Uploaded image for project: 'IMPALA'
  1. IMPALA
  2. IMPALA-13167

Impala's coordinator could not be connected after a restart in custom cluster test in the ASAN build

    XMLWordPrintableJSON

Details

    • ghx-label-6

    Description

      In an internal Jenkins run, we found that it's possible that Impala's coordinator could not be connected after a restart that occurred after the coordinator hit a DCHECK during the custom cluster test in the ASAN build on ARM.

      Specifically, in that Jenkins run, we found that Impala's coordinator hit the DCHECK in RuntimeProfile::EventSequence::Start(int64_t start_time_ns) while running a query in ranger_column_masking_complex_types.test that was run by test_column_masking().
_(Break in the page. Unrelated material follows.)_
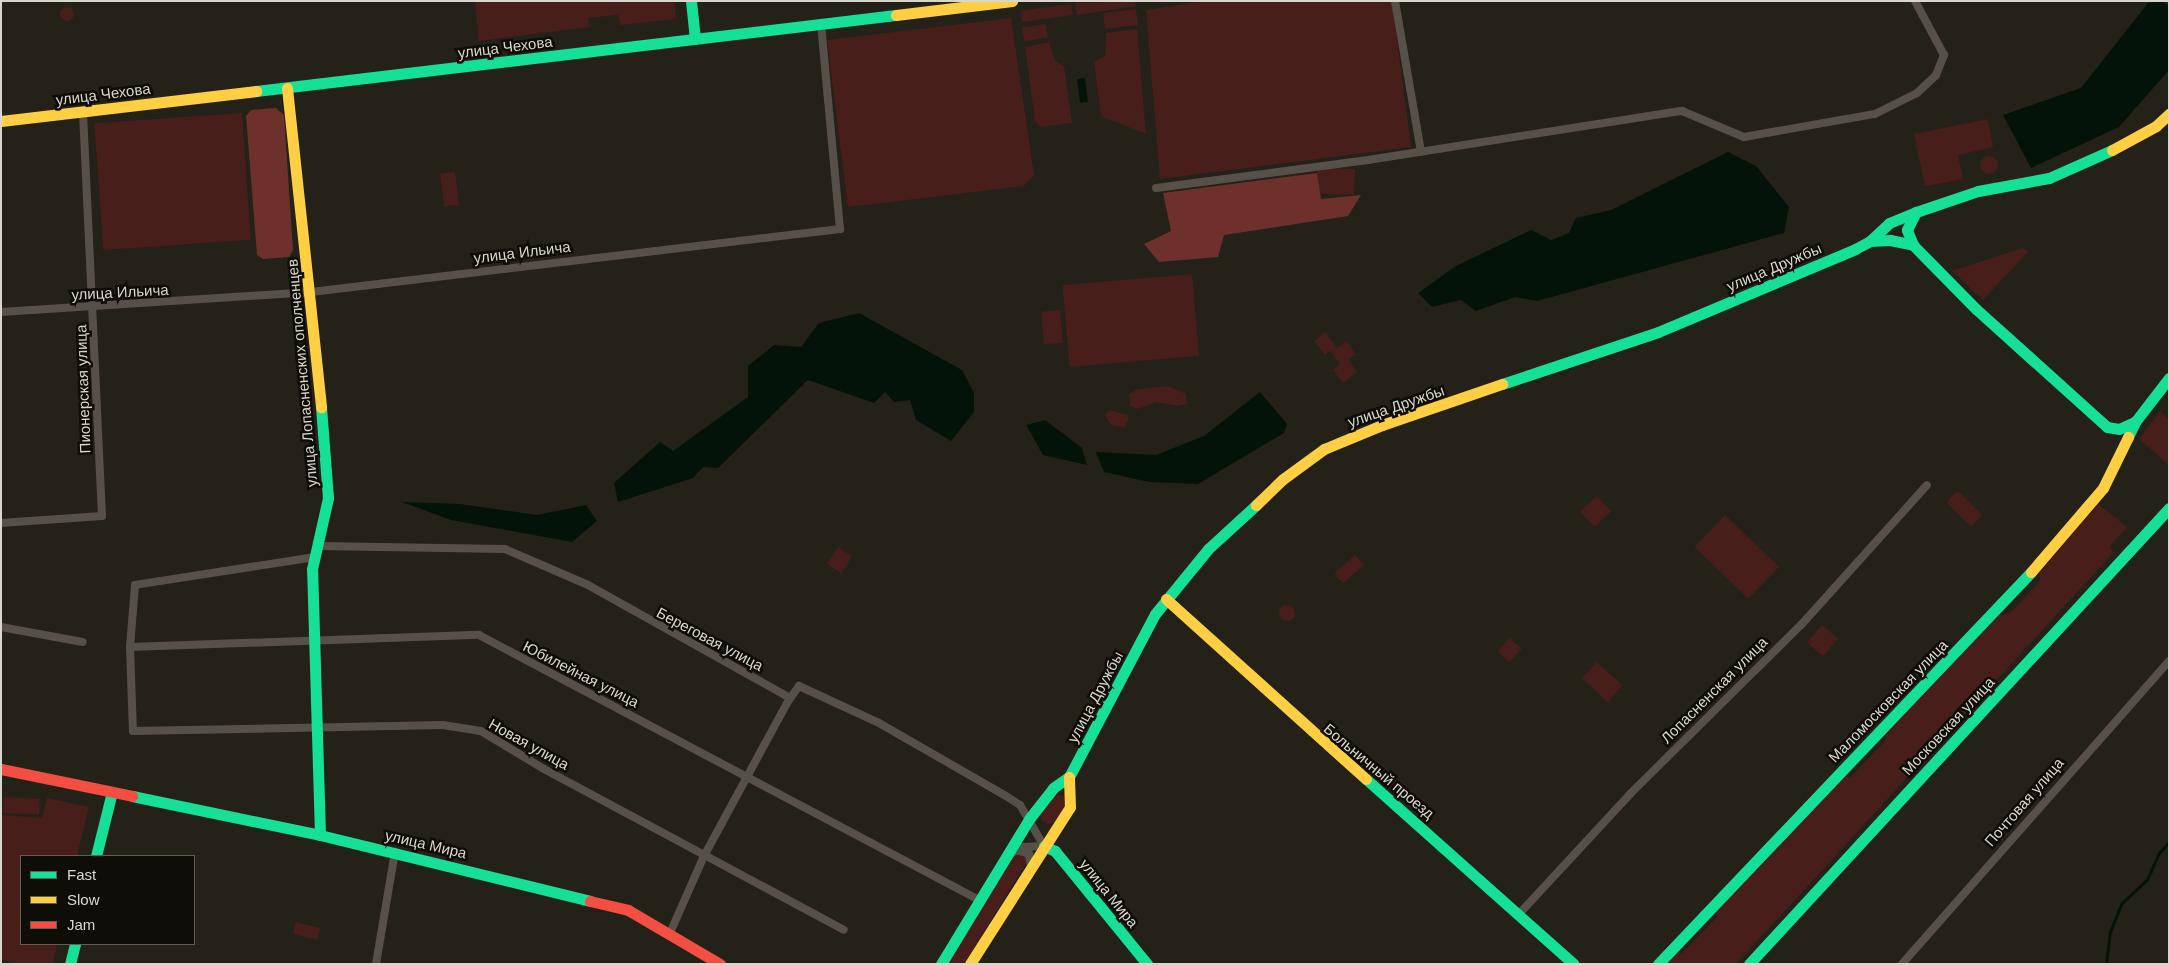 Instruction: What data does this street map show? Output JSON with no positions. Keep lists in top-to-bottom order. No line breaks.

This is a known issue as described in IMPALA-4631.

      Since Impala daemons and the catalog server are restarted for each test in test_ranger.py, the next test run after test_column_masking() should most likely be passed. However it did not seem like this. We found that for the following few tests (e.g., test_block_metadata_update()) in test_ranger.py, Impala's pytest framework was not able to connect to the coordinator with the following error and hence those tests failed.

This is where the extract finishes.